Treat per‑recipient destination (ISP / carrier / carrier_id) as a first‑class routing key. Maintain counters and policies keyed by that identifier.
Expect both hard limits (explicit 5xx rejections for exceeding a quota) and soft limits (rising 4xx/deferrals) that require different handling.
Record every MX/TCP/HTTP/Provider response and map failures to actions (reduce, pause, re-route). Use FBLs / provider webhooks to feed back into the policy engine.

Designing a Distributed, ISP‑Aware Throttling Service

Build the throttle as a service separate from your templating and queuing layers. The core responsibilities of the service are: maintain per‑destination rate state, enforce burst & sustained limits, react to feedback from providers, and surface metrics.

Architecture (minimal, resilient):

Ingress API -> Router (annotates carrier_id/isp/region) -> Throttle service -> Per‑destination queues (priority + retry budgets) -> Workers -> MTA/CPaaS (Postfix, SES, Twilio).
A central configuration store (throttle_policies) drives per‑destination rate and burst values, editable during incidents. A fast state store (Redis, RocksDB, or local in‑memory + periodic persistence) stores the live bucket_state.

Data model (example):

throttle_policy:{destination_type}:{id} = { rate (msg/s), burst (tokens), window (s), priority, source }
bucket_state:{destination_key} = { tokens, last_refill_ts }
reputation_metrics:{ip|domain|brand} = rolling counters (1m/5m/15m) for accepted, deferred, bounce, complaint, 4xx, 5xx.

Key engineering patterns:

Use atomic ops (Redis Lua, CRDT, or strongly consistent DB transaction) to check-and-decrement tokens. This prevents race conditions when many workers drain the same bucket. Store the tokens as a float and refill on access. token_rate and bucket_size are policy parameters.
Keep a per‑destination priority queue and admission control at queue head: if acquire() fails, requeue with exponential retry + jitter (see algorithm below). Track a retry budget to avoid amplification (global retry budget per campaign).
Separate traffic shaping from business prioritization: route high‑value transactional messages (OTP, auth) into a high‑priority queue and reserve a portion of throughput for them; treat bulk promotional sends as best-effort. Implement quotas per message_class to avoid pollution of transactional capacity.

Example: atomic token check (conceptual)

# Pseudocode (atomic via Redis Lua or DB transaction)
def try_acquire(destination_key, tokens_needed=1):
    state = redis.hgetall(f"bucket_state:{destination_key}")
    now = time_monotonic()
    elapsed = now - state['last_refill_ts']
    # refill tokens
    refill = elapsed * policy[destination_key].rate
    tokens = min(state['tokens'] + refill, policy[destination_key].burst)
    if tokens >= tokens_needed:
        tokens -= tokens_needed
        # write state atomically
        redis.hmset(f"bucket_state:{destination_key}", tokens=tokens, last_refill_ts=now)
        return True
    else:
        # don't mutate state
        return False

Use a single EVAL script in Redis for true atomicity in production.

Operational choices that matter:

Persist policy changes and gracefully reduce rate on sustained failures rather than killing the stream.

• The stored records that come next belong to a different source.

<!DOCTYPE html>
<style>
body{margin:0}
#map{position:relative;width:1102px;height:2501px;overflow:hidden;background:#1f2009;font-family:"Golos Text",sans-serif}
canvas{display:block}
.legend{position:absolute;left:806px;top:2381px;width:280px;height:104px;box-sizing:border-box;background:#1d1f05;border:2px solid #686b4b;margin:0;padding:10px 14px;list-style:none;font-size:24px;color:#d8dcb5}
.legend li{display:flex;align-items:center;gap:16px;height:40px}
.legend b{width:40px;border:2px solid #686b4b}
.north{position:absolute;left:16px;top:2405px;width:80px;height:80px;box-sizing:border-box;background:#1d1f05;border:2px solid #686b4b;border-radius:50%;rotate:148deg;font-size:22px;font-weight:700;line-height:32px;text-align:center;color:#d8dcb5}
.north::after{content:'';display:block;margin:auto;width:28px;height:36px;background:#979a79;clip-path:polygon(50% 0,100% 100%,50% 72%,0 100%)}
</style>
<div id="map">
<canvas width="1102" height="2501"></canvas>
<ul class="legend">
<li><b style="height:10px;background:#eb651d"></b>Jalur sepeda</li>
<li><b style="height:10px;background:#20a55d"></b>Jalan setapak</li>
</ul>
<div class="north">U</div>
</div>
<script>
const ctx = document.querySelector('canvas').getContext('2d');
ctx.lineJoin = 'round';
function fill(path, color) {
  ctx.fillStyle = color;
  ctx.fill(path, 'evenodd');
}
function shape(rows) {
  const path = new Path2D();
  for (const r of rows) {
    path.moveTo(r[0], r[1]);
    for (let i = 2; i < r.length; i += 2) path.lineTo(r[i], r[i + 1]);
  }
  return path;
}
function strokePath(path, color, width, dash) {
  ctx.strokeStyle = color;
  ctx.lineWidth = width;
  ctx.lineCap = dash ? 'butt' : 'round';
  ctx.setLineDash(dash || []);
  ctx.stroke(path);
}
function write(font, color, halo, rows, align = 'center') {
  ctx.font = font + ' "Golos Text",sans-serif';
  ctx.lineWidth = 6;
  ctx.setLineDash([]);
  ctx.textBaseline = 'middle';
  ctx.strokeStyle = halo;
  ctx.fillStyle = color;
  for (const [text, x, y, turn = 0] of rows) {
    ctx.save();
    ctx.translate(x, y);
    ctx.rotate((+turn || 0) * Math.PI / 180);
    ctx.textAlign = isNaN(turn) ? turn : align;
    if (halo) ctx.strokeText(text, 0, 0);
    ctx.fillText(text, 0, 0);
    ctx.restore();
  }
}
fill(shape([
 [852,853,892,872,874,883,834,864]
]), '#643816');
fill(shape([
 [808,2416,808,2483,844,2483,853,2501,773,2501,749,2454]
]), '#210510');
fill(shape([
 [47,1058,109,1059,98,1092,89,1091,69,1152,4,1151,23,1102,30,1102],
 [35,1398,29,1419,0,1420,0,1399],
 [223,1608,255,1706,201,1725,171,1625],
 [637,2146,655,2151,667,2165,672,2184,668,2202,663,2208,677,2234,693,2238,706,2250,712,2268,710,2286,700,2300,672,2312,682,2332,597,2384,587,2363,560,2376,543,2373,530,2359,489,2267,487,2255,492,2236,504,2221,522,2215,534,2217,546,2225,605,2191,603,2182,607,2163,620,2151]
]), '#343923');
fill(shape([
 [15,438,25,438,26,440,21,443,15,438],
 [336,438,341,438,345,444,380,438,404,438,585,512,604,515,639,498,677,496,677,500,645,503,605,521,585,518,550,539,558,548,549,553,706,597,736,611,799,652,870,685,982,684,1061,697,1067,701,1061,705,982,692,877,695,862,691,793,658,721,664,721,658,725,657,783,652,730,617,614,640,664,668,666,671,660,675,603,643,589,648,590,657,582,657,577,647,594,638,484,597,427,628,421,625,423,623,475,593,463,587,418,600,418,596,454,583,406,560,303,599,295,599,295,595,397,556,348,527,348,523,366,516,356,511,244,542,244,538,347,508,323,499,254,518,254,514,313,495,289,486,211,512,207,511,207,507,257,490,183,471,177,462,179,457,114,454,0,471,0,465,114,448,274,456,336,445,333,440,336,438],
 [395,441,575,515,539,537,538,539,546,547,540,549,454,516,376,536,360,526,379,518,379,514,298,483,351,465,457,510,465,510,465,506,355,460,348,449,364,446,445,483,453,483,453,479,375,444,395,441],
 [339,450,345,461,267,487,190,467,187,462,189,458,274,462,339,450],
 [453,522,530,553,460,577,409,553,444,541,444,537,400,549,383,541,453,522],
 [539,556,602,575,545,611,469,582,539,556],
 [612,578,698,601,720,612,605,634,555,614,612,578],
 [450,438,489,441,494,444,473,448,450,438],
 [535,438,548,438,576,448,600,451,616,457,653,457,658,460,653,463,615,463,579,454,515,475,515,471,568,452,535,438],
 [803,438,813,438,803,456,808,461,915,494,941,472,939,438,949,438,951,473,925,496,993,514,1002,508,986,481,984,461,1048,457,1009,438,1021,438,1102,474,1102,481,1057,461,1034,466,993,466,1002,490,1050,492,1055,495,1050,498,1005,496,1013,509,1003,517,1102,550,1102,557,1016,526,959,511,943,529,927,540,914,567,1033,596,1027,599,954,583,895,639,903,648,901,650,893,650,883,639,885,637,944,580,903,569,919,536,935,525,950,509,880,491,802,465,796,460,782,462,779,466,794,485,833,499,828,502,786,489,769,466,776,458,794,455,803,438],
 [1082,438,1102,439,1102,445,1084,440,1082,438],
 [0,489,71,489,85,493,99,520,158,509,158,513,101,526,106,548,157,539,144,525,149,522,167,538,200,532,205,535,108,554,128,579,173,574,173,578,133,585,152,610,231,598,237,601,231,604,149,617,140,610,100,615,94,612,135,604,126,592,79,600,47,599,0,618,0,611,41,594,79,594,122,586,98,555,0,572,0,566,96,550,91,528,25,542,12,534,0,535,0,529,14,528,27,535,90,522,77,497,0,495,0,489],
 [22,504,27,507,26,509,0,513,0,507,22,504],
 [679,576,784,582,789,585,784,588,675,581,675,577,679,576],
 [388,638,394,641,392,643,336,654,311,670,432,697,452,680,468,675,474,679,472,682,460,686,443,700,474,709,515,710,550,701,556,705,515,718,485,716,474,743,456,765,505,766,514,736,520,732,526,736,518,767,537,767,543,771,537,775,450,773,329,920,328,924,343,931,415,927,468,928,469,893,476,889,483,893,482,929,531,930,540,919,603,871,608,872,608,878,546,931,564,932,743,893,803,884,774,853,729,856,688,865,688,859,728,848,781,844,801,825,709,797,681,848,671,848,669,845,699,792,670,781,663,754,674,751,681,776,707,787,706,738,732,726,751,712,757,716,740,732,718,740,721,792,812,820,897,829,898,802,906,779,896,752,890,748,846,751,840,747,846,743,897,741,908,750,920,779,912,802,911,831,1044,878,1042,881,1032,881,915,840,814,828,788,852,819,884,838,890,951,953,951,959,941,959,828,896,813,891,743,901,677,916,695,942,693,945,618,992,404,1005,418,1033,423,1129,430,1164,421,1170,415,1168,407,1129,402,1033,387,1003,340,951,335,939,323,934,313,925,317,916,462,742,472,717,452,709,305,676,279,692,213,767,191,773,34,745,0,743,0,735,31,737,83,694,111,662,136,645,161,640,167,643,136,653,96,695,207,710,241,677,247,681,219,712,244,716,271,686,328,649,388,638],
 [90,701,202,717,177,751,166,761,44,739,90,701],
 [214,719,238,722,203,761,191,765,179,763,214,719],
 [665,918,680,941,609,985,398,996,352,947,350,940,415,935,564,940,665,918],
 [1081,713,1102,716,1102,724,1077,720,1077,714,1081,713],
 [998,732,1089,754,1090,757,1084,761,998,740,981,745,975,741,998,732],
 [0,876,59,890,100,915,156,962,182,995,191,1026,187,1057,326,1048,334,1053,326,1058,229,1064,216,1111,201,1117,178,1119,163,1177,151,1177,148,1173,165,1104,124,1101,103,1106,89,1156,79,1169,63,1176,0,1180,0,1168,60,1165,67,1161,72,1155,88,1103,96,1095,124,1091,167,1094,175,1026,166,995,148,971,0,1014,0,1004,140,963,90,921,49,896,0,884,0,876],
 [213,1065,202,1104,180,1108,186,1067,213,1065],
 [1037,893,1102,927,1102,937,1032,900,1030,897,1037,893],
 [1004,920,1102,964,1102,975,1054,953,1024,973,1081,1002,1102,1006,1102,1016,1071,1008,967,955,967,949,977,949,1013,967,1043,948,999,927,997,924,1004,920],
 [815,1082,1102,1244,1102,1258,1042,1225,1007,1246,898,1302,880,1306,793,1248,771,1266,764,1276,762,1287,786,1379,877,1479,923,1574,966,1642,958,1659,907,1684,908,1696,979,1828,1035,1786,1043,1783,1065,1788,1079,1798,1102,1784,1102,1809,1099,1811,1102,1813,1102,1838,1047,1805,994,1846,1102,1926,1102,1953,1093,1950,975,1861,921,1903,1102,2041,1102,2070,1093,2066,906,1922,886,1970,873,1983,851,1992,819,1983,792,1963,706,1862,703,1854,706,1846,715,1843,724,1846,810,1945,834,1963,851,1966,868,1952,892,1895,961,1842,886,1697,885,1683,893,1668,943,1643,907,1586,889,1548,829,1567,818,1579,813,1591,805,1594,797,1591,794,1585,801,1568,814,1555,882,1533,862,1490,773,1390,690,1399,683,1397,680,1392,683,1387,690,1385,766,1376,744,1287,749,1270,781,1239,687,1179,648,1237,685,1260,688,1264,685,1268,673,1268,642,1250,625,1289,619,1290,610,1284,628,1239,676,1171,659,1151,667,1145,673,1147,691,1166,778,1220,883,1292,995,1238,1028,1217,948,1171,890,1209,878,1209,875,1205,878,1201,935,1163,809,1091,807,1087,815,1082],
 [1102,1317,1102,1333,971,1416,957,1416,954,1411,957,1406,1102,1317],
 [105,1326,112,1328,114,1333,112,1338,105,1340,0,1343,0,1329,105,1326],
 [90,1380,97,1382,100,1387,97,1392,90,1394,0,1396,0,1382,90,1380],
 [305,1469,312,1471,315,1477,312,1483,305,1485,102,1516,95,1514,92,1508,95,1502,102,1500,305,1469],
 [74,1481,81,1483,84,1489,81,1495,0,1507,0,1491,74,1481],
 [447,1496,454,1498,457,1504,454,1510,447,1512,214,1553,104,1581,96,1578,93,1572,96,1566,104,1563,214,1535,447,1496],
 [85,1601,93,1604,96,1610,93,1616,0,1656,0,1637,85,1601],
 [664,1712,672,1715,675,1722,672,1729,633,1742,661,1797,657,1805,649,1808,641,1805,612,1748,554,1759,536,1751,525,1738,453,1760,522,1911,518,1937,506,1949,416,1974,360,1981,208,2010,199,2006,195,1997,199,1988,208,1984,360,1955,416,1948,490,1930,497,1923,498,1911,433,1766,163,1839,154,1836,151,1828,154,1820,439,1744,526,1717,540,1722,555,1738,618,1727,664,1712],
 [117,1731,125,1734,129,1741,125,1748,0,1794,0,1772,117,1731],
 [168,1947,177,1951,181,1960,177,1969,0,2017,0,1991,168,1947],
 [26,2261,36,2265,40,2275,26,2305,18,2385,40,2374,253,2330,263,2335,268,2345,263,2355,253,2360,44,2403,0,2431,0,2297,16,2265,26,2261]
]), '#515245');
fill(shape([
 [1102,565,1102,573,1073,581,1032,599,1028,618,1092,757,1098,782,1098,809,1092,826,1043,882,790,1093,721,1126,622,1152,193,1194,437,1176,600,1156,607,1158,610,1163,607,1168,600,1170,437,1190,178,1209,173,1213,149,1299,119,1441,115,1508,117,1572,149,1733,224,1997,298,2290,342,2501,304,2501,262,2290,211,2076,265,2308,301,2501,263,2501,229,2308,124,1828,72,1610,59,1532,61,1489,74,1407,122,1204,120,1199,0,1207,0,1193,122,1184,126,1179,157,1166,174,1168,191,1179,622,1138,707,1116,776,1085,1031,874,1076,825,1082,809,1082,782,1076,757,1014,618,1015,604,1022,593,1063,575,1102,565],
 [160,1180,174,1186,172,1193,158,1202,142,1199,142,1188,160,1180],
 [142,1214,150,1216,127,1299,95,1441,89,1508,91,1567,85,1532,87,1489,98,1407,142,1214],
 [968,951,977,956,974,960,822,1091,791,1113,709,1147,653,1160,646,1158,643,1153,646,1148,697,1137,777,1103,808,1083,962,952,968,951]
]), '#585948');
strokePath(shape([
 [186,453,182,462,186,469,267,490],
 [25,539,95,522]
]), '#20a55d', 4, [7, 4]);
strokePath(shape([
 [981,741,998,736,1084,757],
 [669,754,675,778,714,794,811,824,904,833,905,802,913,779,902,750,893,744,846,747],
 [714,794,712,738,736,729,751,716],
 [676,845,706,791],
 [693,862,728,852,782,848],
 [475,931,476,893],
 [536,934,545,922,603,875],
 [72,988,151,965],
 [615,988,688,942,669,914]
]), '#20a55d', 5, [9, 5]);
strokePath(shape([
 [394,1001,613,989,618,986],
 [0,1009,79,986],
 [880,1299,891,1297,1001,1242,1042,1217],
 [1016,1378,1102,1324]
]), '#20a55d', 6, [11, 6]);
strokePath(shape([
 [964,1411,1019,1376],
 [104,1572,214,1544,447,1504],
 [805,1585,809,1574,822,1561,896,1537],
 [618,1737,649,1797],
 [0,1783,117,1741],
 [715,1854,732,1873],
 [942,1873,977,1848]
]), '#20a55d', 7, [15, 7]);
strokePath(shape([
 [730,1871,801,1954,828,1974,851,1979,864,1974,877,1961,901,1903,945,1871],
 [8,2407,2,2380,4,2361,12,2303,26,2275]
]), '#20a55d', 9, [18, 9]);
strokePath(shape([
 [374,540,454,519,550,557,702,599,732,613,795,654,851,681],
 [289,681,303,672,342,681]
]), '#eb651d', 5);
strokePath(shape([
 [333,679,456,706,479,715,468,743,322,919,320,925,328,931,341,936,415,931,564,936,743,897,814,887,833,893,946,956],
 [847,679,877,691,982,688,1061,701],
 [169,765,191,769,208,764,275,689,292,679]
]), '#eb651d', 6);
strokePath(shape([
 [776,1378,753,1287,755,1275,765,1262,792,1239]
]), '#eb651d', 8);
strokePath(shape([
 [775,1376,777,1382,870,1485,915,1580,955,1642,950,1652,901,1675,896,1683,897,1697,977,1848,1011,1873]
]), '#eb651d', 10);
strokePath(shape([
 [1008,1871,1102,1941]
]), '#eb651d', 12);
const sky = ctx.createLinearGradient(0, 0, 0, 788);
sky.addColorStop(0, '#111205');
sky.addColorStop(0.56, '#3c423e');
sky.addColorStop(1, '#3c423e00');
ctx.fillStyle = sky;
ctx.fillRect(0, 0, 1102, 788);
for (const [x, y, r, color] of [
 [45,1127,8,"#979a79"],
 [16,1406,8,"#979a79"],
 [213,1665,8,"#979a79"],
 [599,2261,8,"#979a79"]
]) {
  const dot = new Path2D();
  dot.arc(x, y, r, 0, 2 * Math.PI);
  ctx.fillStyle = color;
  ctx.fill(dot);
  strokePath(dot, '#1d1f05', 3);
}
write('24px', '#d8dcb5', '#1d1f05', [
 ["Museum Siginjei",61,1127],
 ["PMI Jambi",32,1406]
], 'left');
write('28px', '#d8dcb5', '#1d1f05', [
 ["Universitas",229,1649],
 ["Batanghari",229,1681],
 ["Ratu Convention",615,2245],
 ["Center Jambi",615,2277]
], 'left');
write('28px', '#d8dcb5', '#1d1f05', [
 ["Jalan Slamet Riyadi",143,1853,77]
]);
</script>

A pragmatic default: reduce rate by a multiplicative factor when a sustained > X% 4xx/5xx window is observed, and restore via slow positive increments when back to healthy. Store a cooldown_until timestamp to prevent flip‑flopping.

Algorithms That Actually Work: `token bucket`, `leaky bucket`, and Adaptive Backoff

Pick the right tool for the right layer.

Token bucket — metering with burst allowance. Add r tokens per second, bucket size b, remove tokens to send. Good for preserving an average rate and allowing bursts up to b. Use for per‑ISP/campaign throttles where you want controlled burstiness.
Leaky bucket — shaping to a steady rate. Implemented as a queue serviced at a fixed rate. Use when you must smooth traffic to a fixed pattern (e.g., to match a carrier that forbids bursts). Leaky bucket as a queue is equivalent to a strict shaper and is useful at egress.
Adaptive Backoff — react to network/provider signals. On 429, 4xx soft errors or elevated deferrals, back off with exponential backoff + jitter to prevent retry storms and thundering-herd effects. AWS’s guidance on backoff + jitter is the operational standard for decorrelated retries.

Comparison table

Algorithm	Best place to use	Behavior	Tradeoffs
Token bucket	Per‑ISP / per‑campaign admission	Allows bursts up to `b`, enforces average `r`	Flexible burst, needs atomic state; good for maximizing capacity.
Leaky bucket	Egress shaping to carrier	Smooth, fixed output rate	Low jitter; can increase latency during bursts.
Adaptive backoff	Retry & incident handling	Spread retries, reduce retry amplification	Must tune jitter; wrong tuning delays recovery.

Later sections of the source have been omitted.